> EXERCISE AIM:
Only the lines that hold "read" should be in the answer, each copied from the data below.

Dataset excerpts
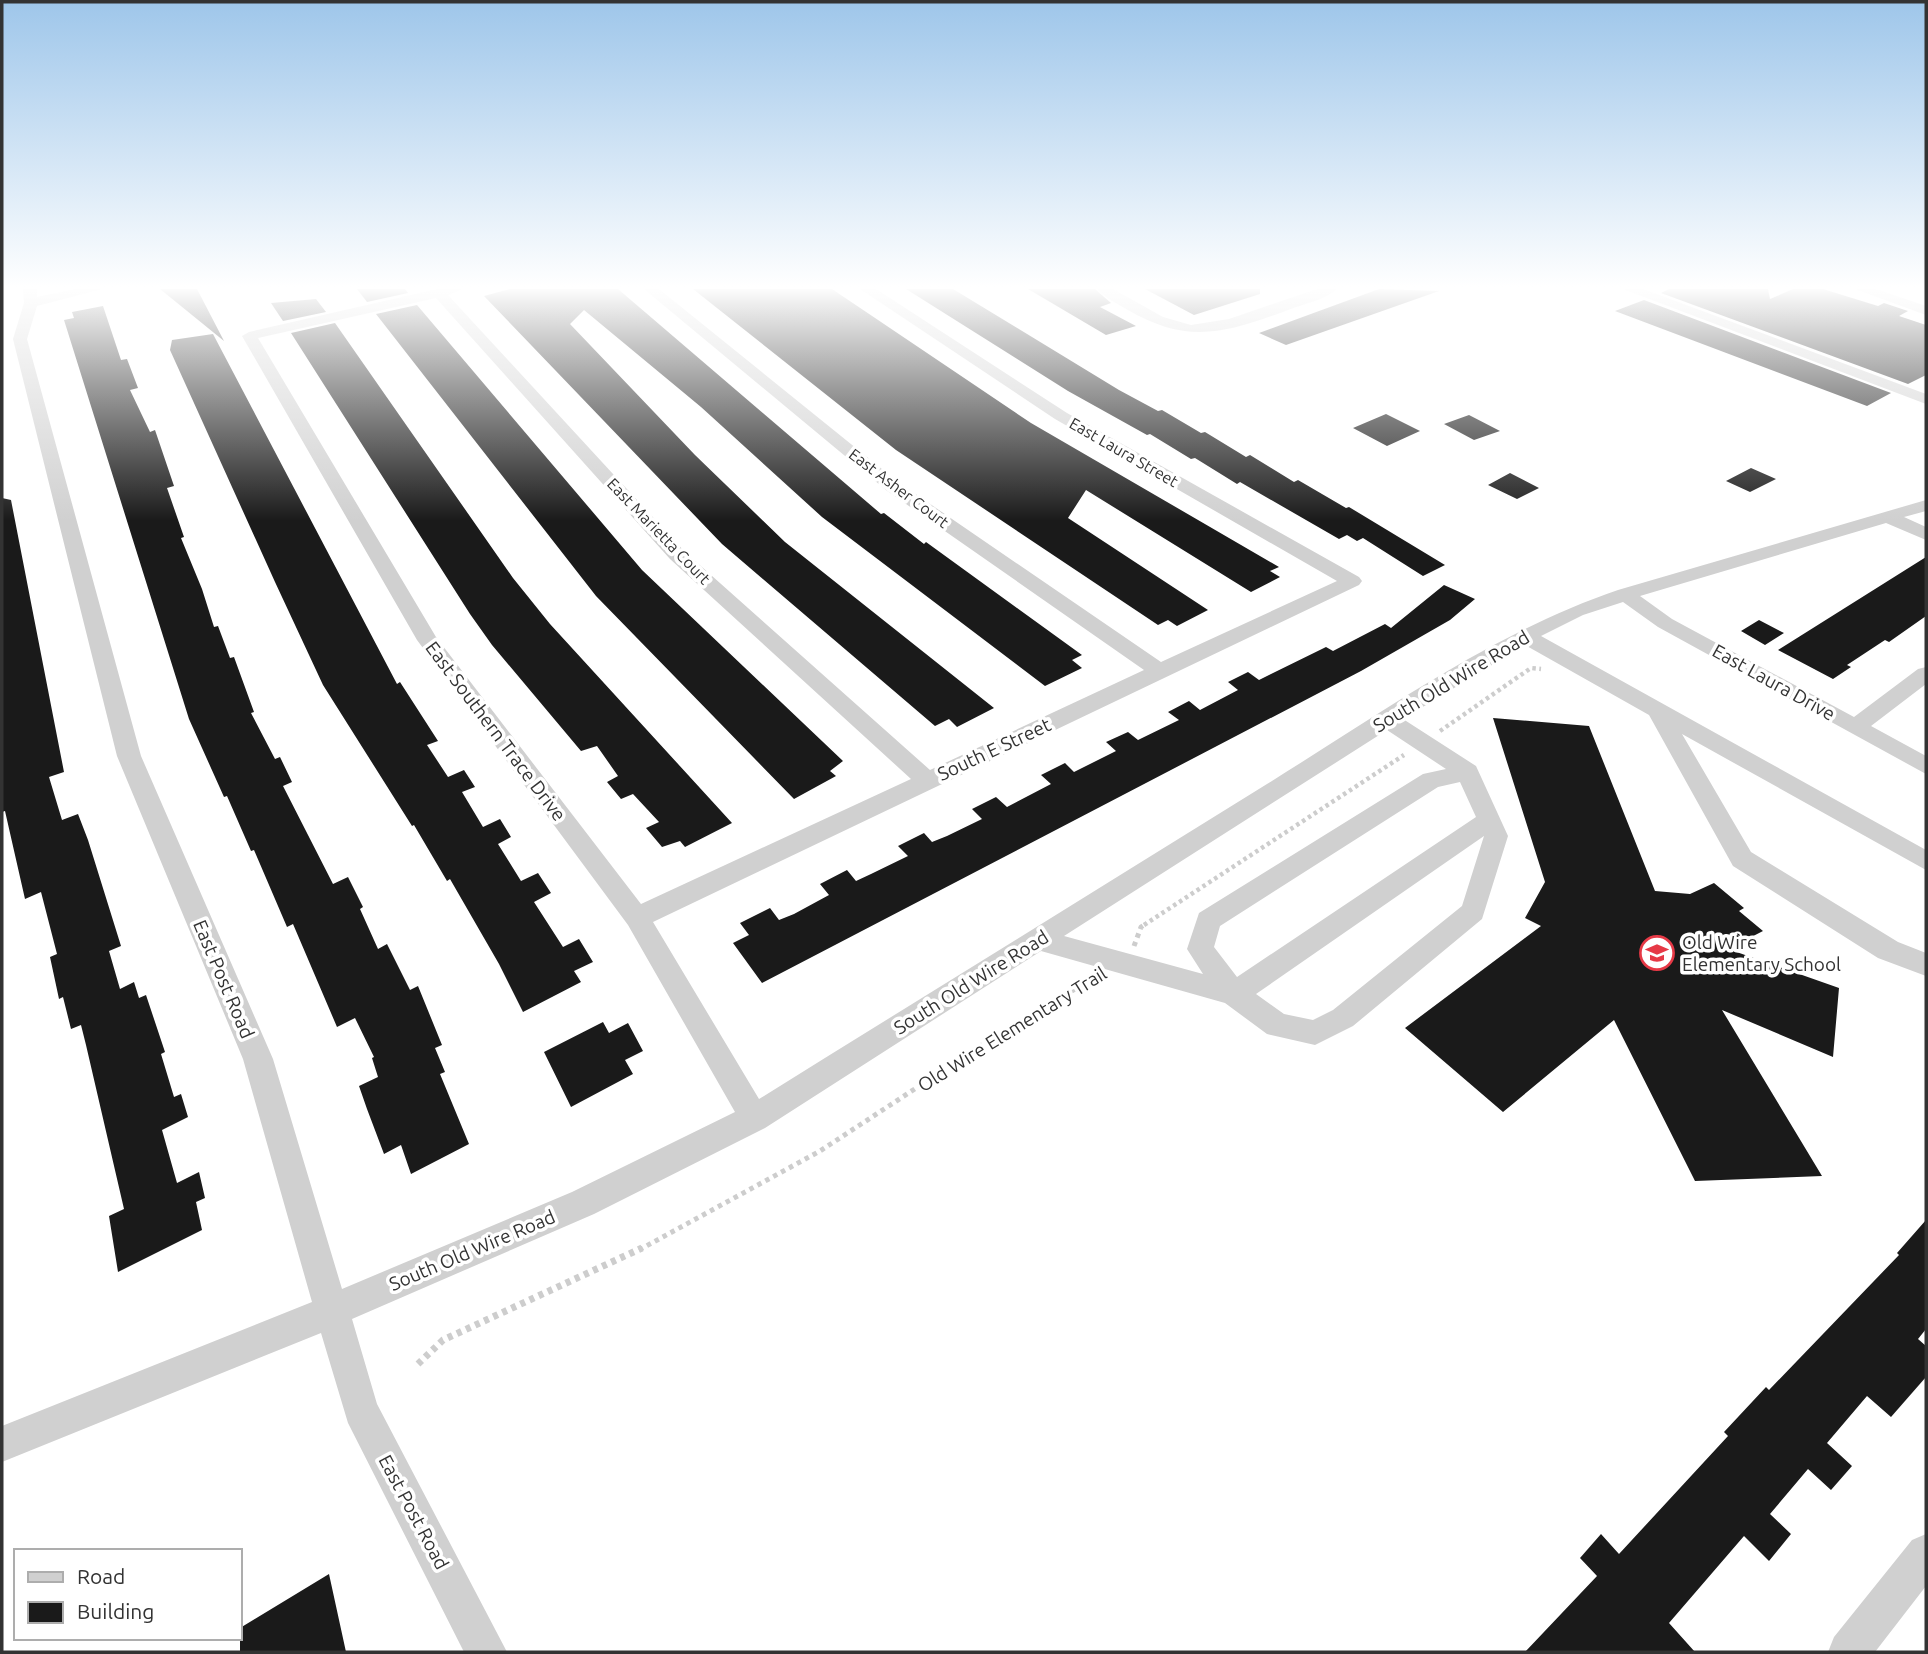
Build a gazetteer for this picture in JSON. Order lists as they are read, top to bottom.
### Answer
{
  "streets": {
    "street": [
      "East Laura Street",
      "East Asher Court",
      "East Marietta Court",
      "South Old Wire Road",
      "East Laura Drive",
      "East Southern Trace Drive",
      "South E Street",
      "East Post Road"
    ],
    "path": ["Old Wire Elementary Trail"]
  },
  "crossings": [
    ["East Laura Street", "South E Street"],
    ["East Asher Court", "South E Street"],
    ["East Marietta Court", "South E Street"],
    ["South Old Wire Road", "East Laura Drive"],
    ["South Old Wire Road", "East Southern Trace Drive"],
    ["South Old Wire Road", "East Post Road"],
    ["East Southern Trace Drive", "South E Street"]
  ],
  "places": {
    "school or university": ["Old Wire Elementary School"]
  },
  "legend": ["Road", "Building"]
}
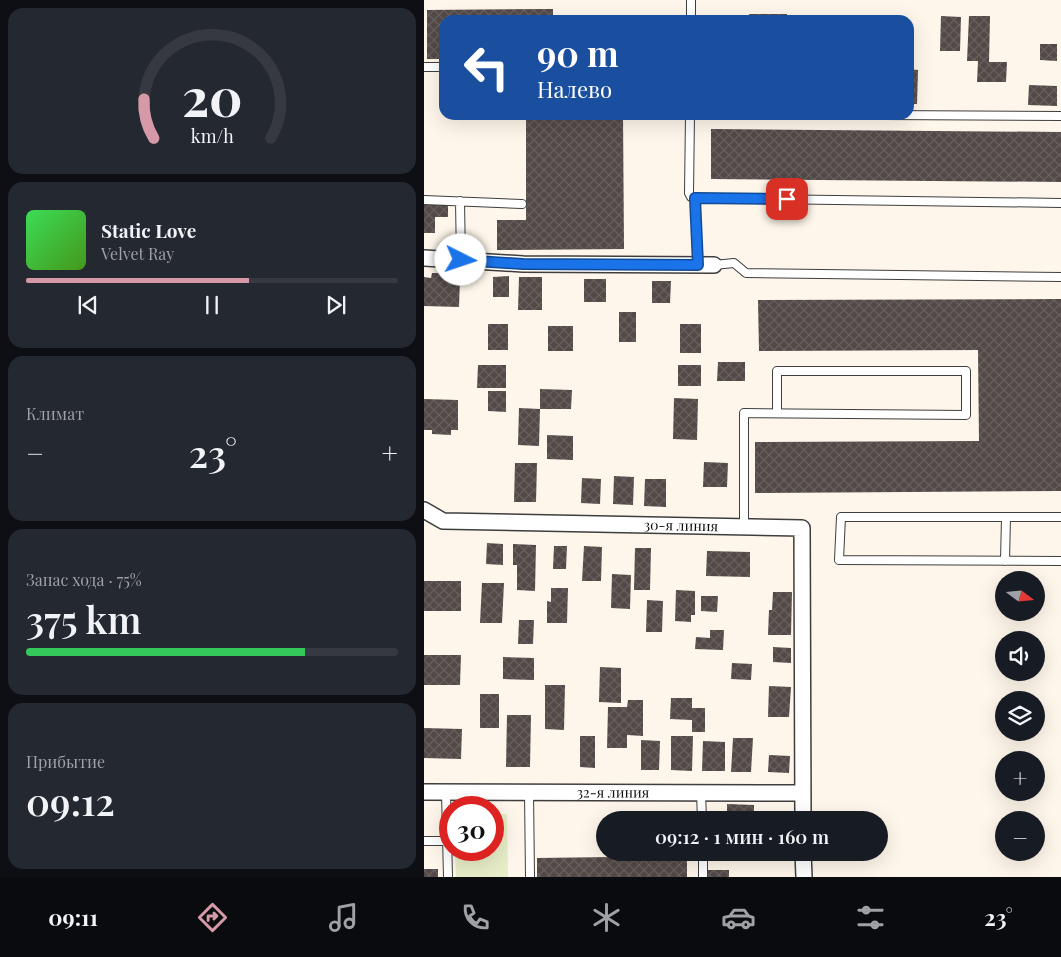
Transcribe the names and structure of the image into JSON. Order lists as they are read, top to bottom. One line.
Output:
{"streets":{"street":["30-я линия","32-я линия"]},"crossings":[["30-я линия","32-я линия"]],"north":"right","page":{"turn":["90 m","Налево"],"song":["Static Love","Velvet Ray"],"tile":["Климат",["Запас хода · 75%","375 km"],["Прибытие","09:12"]],"heat":["−","23°","+"],"map_buttons":["+","−"],"limit":"30","trip":"09:12 · 1 мин · 160 m","tabs":["09:11","23°"],"gauge":["20","km/h"]}}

> ANSWER SPACE:
Build a gazetteer for this picture in JSON. Order lists as they are read, top to bottom.
Transcribe the names and structure of the image into JSON. Order lists as they are read, top to bottom. One line.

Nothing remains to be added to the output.